Cover Stain will do the job if you're not concerned about the smell coming back, 'cause it will. BIN Will encapsulate the smell as well as the stains.


----------



## BrushJockey (Mar 15, 2009)

ReNt A PaInTeR said:


> How do you like the consistency of Smart prime? IMO is way too thin.


It is also supposed to be penetrating- so thin. I think it handles nice, but I hate pudding paint. I use it often ( like today) for first coat or conversion coat on painted trim and doors. Fast and easy to apply.


----------



## ltd (Nov 18, 2010)

cover stain. it works, its cheep, and no excuses


----------



## Lambrecht (Feb 8, 2010)

ReNt A PaInTeR said:


> Wet on wet? How long do you wait to apply the Top coat?

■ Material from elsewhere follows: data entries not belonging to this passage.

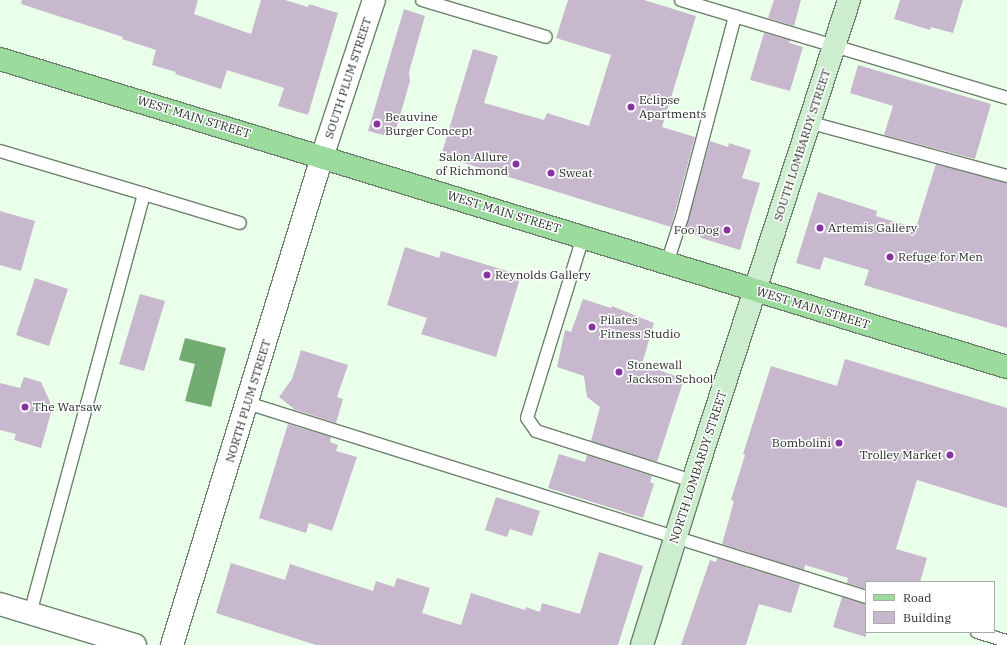 <!DOCTYPE html>
<html>
<head>
<meta charset="utf-8">
<style>
  body { margin:0 }
  #map { position:relative; width:1007px; height:645px; overflow:hidden; background:#eaffe9; font-family:"IBM Plex Serif",serif }
  div>[style] { position:absolute }
  .water>* { inset:0; background:#73ac73 }
  .building>* { inset:0; background:#c8b8ce }
  .roads { filter:drop-shadow(1px 0 #6d7f6c) drop-shadow(-1px 0 #6d7f6c) drop-shadow(0 1px #6d7f6c) drop-shadow(0 -1px #6d7f6c) }
  .lane>* { height:12px; margin:-6px; padding:0 6px; transform-origin:6px; border-radius:6px; background:#fff }
  .street>* { height:22px; margin:-11px; padding:0 11px; transform-origin:11px; border-radius:11px; background:#fff }
  .secondary>* { height:22px; margin:-11px; padding:0 11px; transform-origin:11px; border-radius:11px; background:#cdeece }
  .primary>* { height:22px; margin:-11px; padding:0 11px; transform-origin:11px; border-radius:11px; background:#9bdc9e }
  .dots>* { width:11px; height:11px; translate:-50% -50%; box-sizing:border-box; border:2px solid #fff; border-radius:50% }
  span { translate:-50% -50%; white-space:nowrap; text-align:center; line-height:1.15; -webkit-text-stroke:3px #fff; paint-order:stroke }
  .street-label { font-size:12px; color:#252d25 }
  .poi-label { font-size:12px; color:#252d25 }
  .left { translate:0 -50%; text-align:left }
  .right { translate:-100% -50%; text-align:right }
  .legend { position:absolute; left:865px; top:581px; width:130px; height:52px; box-sizing:border-box; background:#fff; border:1px solid #a8aba8; margin:0; padding:5px 7px; list-style:none; font-size:12px; color:#252d25 }
  .legend li { display:flex; align-items:center; gap:8px; height:20px }
  .legend b { width:20px; border:1px solid #a8aba8 }
</style>
</head>
<body>
<div id="map">
  <div class="water">
    <div style="clip-path:polygon(185px 338px,226px 348px,211px 407px,185px 401px,195px 364px,179px 360px)"></div>
  </div>
  <div class="building">
    <div style="clip-path:polygon(22px 0,198px 0,194px 14px,251px 34px,261px 0,285px 0,308px 7px,309px 4px,338px 13px,308px 115px,278px 106px,284px 88px,227px 70px,221px 89px,175px 74px,176px 72px,152px 65px,156px 50px,122px 39px,123px 37px,21px 4px)"></div>
    <div style="clip-path:polygon(568px 0,644px 0,696px 16px,662px 127px,695px 137px,671px 227px,441px 156px,473px 49px,498px 56px,484px 103px,544px 120px,547px 113px,589px 126px,611px 55px,556px 38px)"></div>
    <div style="clip-path:polygon(774px 0,801px 0,794px 26px,768px 18px)"></div>
    <div style="clip-path:polygon(900px 0,963px 0,953px 33px,931px 27px,930px 30px,894px 19px)"></div>
    <div style="clip-path:polygon(404px 9px,425px 16px,409px 72px,410px 81px,395px 133px,389px 131px,387px 136px,368px 131px)"></div>
    <div style="clip-path:polygon(764px 33px,790px 40px,789px 43px,803px 47px,790px 91px,750px 80px)"></div>
    <div style="clip-path:polygon(858px 65px,991px 104px,975px 159px,884px 135px,893px 106px,850px 93px)"></div>
    <div style="clip-path:polygon(710px 141px,728px 147px,729px 143px,751px 150px,742px 178px,760px 183px,740px 250px,701px 238px,701px 237px,685px 231px)"></div>
    <div style="clip-path:polygon(936px 164px,1007px 183px,1007px 328px,864px 285px,869px 270px,824px 257px,820px 270px,796px 263px,818px 192px,877px 211px,876px 216px,916px 228px)"></div>
    <div style="clip-path:polygon(0 211px,35px 221px,21px 271px,0 265px)"></div>
    <div style="clip-path:polygon(405px 247px,439px 258px,441px 251px,521px 275px,496px 357px,421px 334px,427px 318px,387px 305px)"></div>
    <div style="clip-path:polygon(35px 278px,68px 289px,49px 346px,16px 335px)"></div>
    <div style="clip-path:polygon(140px 294px,165px 301px,144px 371px,119px 364px)"></div>
    <div style="clip-path:polygon(583px 299px,611px 308px,612px 306px,654px 323px,642px 364px,684px 379px,657px 462px,591px 441px,600px 407px,587px 397px,584px 376px,557px 367px,565px 330px,571px 332px)"></div>
    <div style="clip-path:polygon(301px 350px,348px 365px,337px 397px,343px 399px,336px 423px,293px 409px,293px 408px,279px 397px,292px 379px)"></div>
    <div style="clip-path:polygon(845px 359px,1007px 408px,1007px 508px,917px 480px,896px 549px,927px 558px,920px 582px,866px 582px,866px 589px,847px 583px,848px 578px,805px 565px,804px 570px,722px 544px,734px 501px,731px 500px,745px 455px,743px 454px,771px 366px,837px 386px)"></div>
    <div style="clip-path:polygon(24px 377px,41px 382px,50px 402px,51px 413px,41px 448px,14px 440px,16px 434px,0 430px,0 383px,20px 388px)"></div>
    <div style="clip-path:polygon(288px 424px,331px 437px,330px 442px,338px 445px,336px 451px,357px 457px,332px 531px,309px 523px,306px 533px,259px 518px)"></div>
    <div style="clip-path:polygon(559px 454px,585px 462px,587px 455px,652px 476px,650px 482px,654px 484px,643px 518px,548px 488px)"></div>
    <div style="clip-path:polygon(496px 497px,540px 511px,532px 536px,510px 529px,507px 537px,485px 530px)"></div>
    <div style="clip-path:polygon(599px 552px,643px 566px,618px 645px,316px 645px,216px 613px,231px 563px,285px 580px,290px 564px,373px 591px,376px 581px,394px 587px,397px 578px,430px 588px,422px 613px,461px 625px,471px 593px,525px 610px,526px 607px,540px 612px,542px 603px,580px 614px)"></div>
    <div style="clip-path:polygon(717px 558px,800px 584px,791px 613px,759px 604px,746px 645px,681px 645px,710px 560px,716px 562px)"></div>
    <div style="clip-path:polygon(842px 597px,866px 604px,866px 637px,833px 627px)"></div>
  </div>
  <div class="roads">
    <div class="lane">
      <div style="left:422px;top:0;width:129px;rotate:16.6deg"></div>
      <div style="left:681px;top:0;width:340px;rotate:16.7deg"></div>
      <div style="left:808px;top:122px;width:206px;rotate:15.2deg"></div>
      <div style="left:0;top:151px;width:150px;rotate:16.6deg"></div>
      <div style="left:144px;top:194px;width:434px;rotate:105.2deg"></div>
      <div style="left:144px;top:194px;width:100px;rotate:16.8deg"></div>
      <div style="left:583px;top:237px;width:189px;rotate:107.2deg"></div>
      <div style="left:527px;top:418px;width:16px;rotate:55deg"></div>
      <div style="left:536px;top:431px;width:165px;rotate:17.7deg"></div>
      <div style="left:667px;top:263px;width:48px;rotate:-71.9deg"></div>
      <div style="left:682px;top:217px;width:208px;rotate:-75.2deg"></div>
      <div style="left:247px;top:403px;width:649px;rotate:17.4deg"></div>
      <div style="left:977px;top:632px;width:31px;rotate:17deg"></div>
    </div>
    <div class="street">
      <div style="left:0;top:604px;width:141px;rotate:16.9deg"></div>
      <div style="left:172px;top:645px;width:511px;rotate:-72.91deg"></div>
      <div style="left:322px;top:157px;width:165px;rotate:-71.7deg"></div>
    </div>
    <div class="secondary">
      <div style="left:642px;top:645px;width:172px;rotate:-72.7deg"></div>
      <div style="left:693px;top:481px;width:506px;rotate:-72.03deg"></div>
    </div>
    <div class="primary">
      <div style="left:0;top:59px;width:1053px;rotate:17.01deg"></div>
    </div>
  </div>
  <div class="dots">
    <div style="left:631px;top:107px;background:#8733a2"></div>
    <div style="left:377px;top:124px;background:#8733a2"></div>
    <div style="left:516px;top:164px;background:#8733a2"></div>
    <div style="left:551px;top:173px;background:#8733a2"></div>
    <div style="left:820px;top:228px;background:#8733a2"></div>
    <div style="left:727px;top:230px;background:#8733a2"></div>
    <div style="left:890px;top:257px;background:#8733a2"></div>
    <div style="left:487px;top:275px;background:#8733a2"></div>
    <div style="left:592px;top:327px;background:#8733a2"></div>
    <div style="left:619px;top:372px;background:#8733a2"></div>
    <div style="left:25px;top:407px;background:#8733a2"></div>
    <div style="left:839px;top:443px;background:#8733a2"></div>
    <div style="left:950px;top:455px;background:#8733a2"></div>
  </div>
  <div class="street-label">
    <span style="left:348px;top:78px;rotate:-72deg">SOUTH PLUM STREET</span>
    <span style="left:194px;top:117px;rotate:17deg">WEST MAIN STREET</span>
    <span style="left:802px;top:145px;rotate:-72deg">SOUTH LOMBARDY STREET</span>
    <span style="left:504px;top:212px;rotate:17deg">WEST MAIN STREET</span>
    <span style="left:813px;top:308px;rotate:17deg">WEST MAIN STREET</span>
    <span style="left:248px;top:401px;rotate:-73deg">NORTH PLUM STREET</span>
    <span style="left:698px;top:467px;rotate:-72deg">NORTH LOMBARDY STREET</span>
  </div>
  <div class="poi-label">
    <span class="left" style="left:639px;top:107px">Eclipse<br>Apartments</span>
    <span class="left" style="left:385px;top:124px">Beauvine<br>Burger Concept</span>
    <span class="right" style="left:508px;top:164px">Salon Allure<br>of Richmond</span>
    <span class="left" style="left:559px;top:173px">Sweat</span>
    <span class="left" style="left:828px;top:228px">Artemis Gallery</span>
    <span class="right" style="left:719px;top:230px">Foo Dog</span>
    <span class="left" style="left:898px;top:257px">Refuge for Men</span>
    <span class="left" style="left:495px;top:275px">Reynolds Gallery</span>
    <span class="left" style="left:600px;top:327px">Pilates<br>Fitness Studio</span>
    <span class="left" style="left:627px;top:372px">Stonewall<br>Jackson School</span>
    <span class="left" style="left:33px;top:407px">The Warsaw</span>
    <span class="right" style="left:831px;top:443px">Bombolini</span>
    <span class="right" style="left:942px;top:455px">Trolley Market</span>
  </div>
  <ul class="legend">
  <li><b style="height:5px;background:#9bdc9e"></b>Road</li>
  <li><b style="height:11px;background:#c8b8ce"></b>Building</li>
  </ul>
</div>
</body>
</html>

When it is dry to the touch I apply a second coat.


----------



## ReNt A PaInTeR (Dec 28, 2008)

Lambrecht said:


> When it is dry to the touch I apply a second coat.


Huh? I've told every water-based product needs to dry a least 4 hours in order to block stains?


----------



## Lambrecht (Feb 8, 2010)

ReNt A PaInTeR said:


> Huh? I've told every water-based product needs to dry a least 4 hours in order to block stains?


Never had a problem so far. I do usually wait until the following day to topcoat but not always.


----------



## ProBrush (Aug 11, 2008)

I am not concerned with the smell coming back because they are still smoking in there and probably don't smell how bad it is anyway. So it sound sliek i will be safe with Coverstain rather than BIN. I hate dealing and cleaning up after the shellac based products. I do like using a product where you don't have a question of whether the stain is sealed or not. Nothing like finding that out after the finish coats are applied.


----------



## painterdude (Jun 18, 2008)

gotta go with coverstain. If it's going on a popcorn ceiling never painted over, you'll have to spray it to seal it and leave the popcorn. Cleaning guns and equiptment with spirits is a lot easier then using alcohol for Bulleye. Fast dry and second coat in a few hours. Kilz works but it tends to "cheese" up too fast if it sits.Read the can, it's really a spot primer. Dont' take these jobs anymore at 62, one of the perks of being old. But used a ton of these products in the day.


----------